Historian Uncovers Details of Federico García Lorca's Last Hours
The final hours of the executed poet Federico García Lorca's life have become known, reports The Guardian. A local historian from the southern city of Granada, Miguel Caballero Pérez, claims to have found Lorca's real grave--and after three years of sifting through police and military archives, he has "identified the half-dozen career policemen and volunteers who formed the firing squad that shot Lorca and three other prisoners, as well as the burial site." Furthermore:
"I decided to research archive material rather than gather more oral testimony because that is where the existing confusion comes from--with so many supposed witnesses inventing things," explained Caballero, who has published his results in a Spanish book called The Last 13 Hours of García Lorca.
Caballero said his original intention had been to verify information gathered in the 1960s by a Spanish journalist, Eduardo Molina Fajardo, who was also a member of the far-right Falange organisation that supported the dictator General Francisco Franco.
"Because of his own political stance, Molina Fajardo had access to people who were happy to tell him the truth," said Caballero. "The archives bear out most of what he said, so it is reasonable to suppose he was also right about the place Lorca was buried."
That spot was said to be a trench dug by someone seeking water in an area of open countryside near a farm called Cortijo de Gazpacho, between the villages of Viznar and Alfacar.

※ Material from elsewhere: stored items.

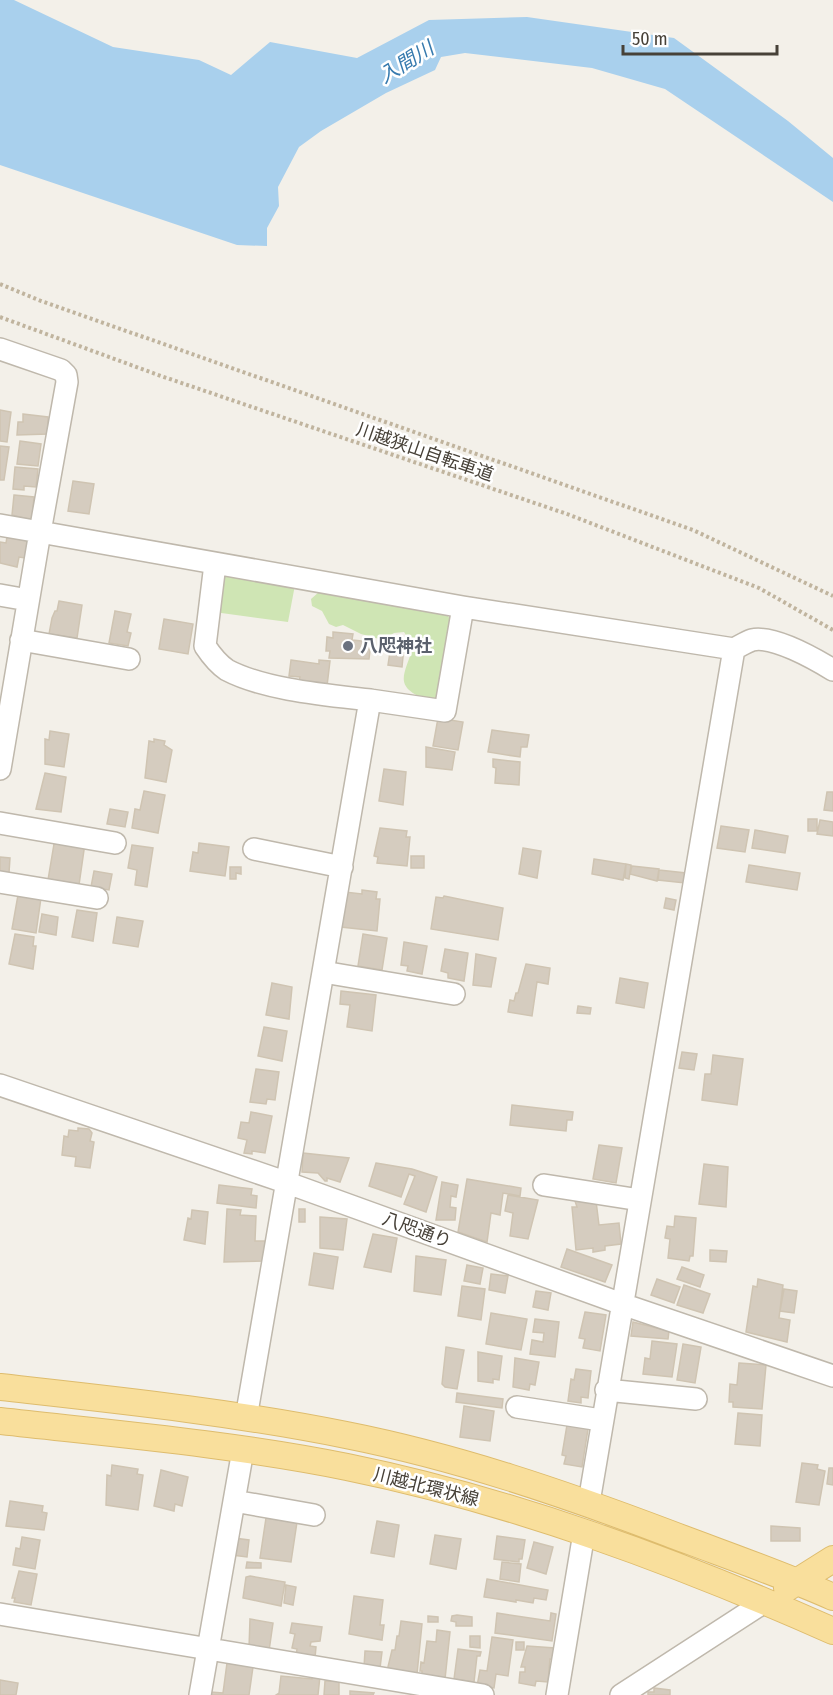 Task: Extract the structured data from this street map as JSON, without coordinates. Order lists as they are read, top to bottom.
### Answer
{
  "streets": {
    "main road": ["川越北環状線"],
    "street": ["八咫通り"],
    "path": ["川越狭山自転車道"]
  },
  "water": ["入間川"],
  "places": ["八咫神社"],
  "scale_bar": "50 m"
}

The zone is only half a kilometre from the spot identified by historian Ian Gibson in 1971--which was controversially dug up in 2009, but where no bones were found.
"The new place makes sense because it is far enough from the villages to be out of eyesight and earshot, but you can also get there by car--as they would have needed headlights to shoot people at night," said Caballero. Caballero took a water diviner to the area, who employed the same divining technique using a twig that was common in Lorca's time. He detected a possible underwater stream. "It is reasonable, then, to suppose that someone might have dug a trench here looking for streams just below the surface," said Caballero.
An archaeologist, Javier Navarro, has identified a dip in the ground that could indicate a grave. "It is by no means unreasonable to think there is a grave there," said Navarro, who has found half a dozen civil war mass graves in other parts of Spain. "It would be very easy to find out. You only have to scrape away about 40cm of topsoil for an experienced archaeologist to say if the earth has been dug up before."
The half dozen men who formed the firing squad shot hundreds of suspected leftwingers in the summer of 1936, with Lorca just one of them. They were given a bonus of 500 pesetas and promoted as a reward for carrying out the dirty work of the nationalist forces of the future dictator, Franco. "I call them the 'executioners' rather than the 'murderers' because, while some were volunteers, others were career policemen who risked being shot themselves if they refused," said Caballero. One was said to have complained that the job "was driving him mad". Some of the squad probably did not even know who Lorca was. "These were not the sort of people who read poetry. . .".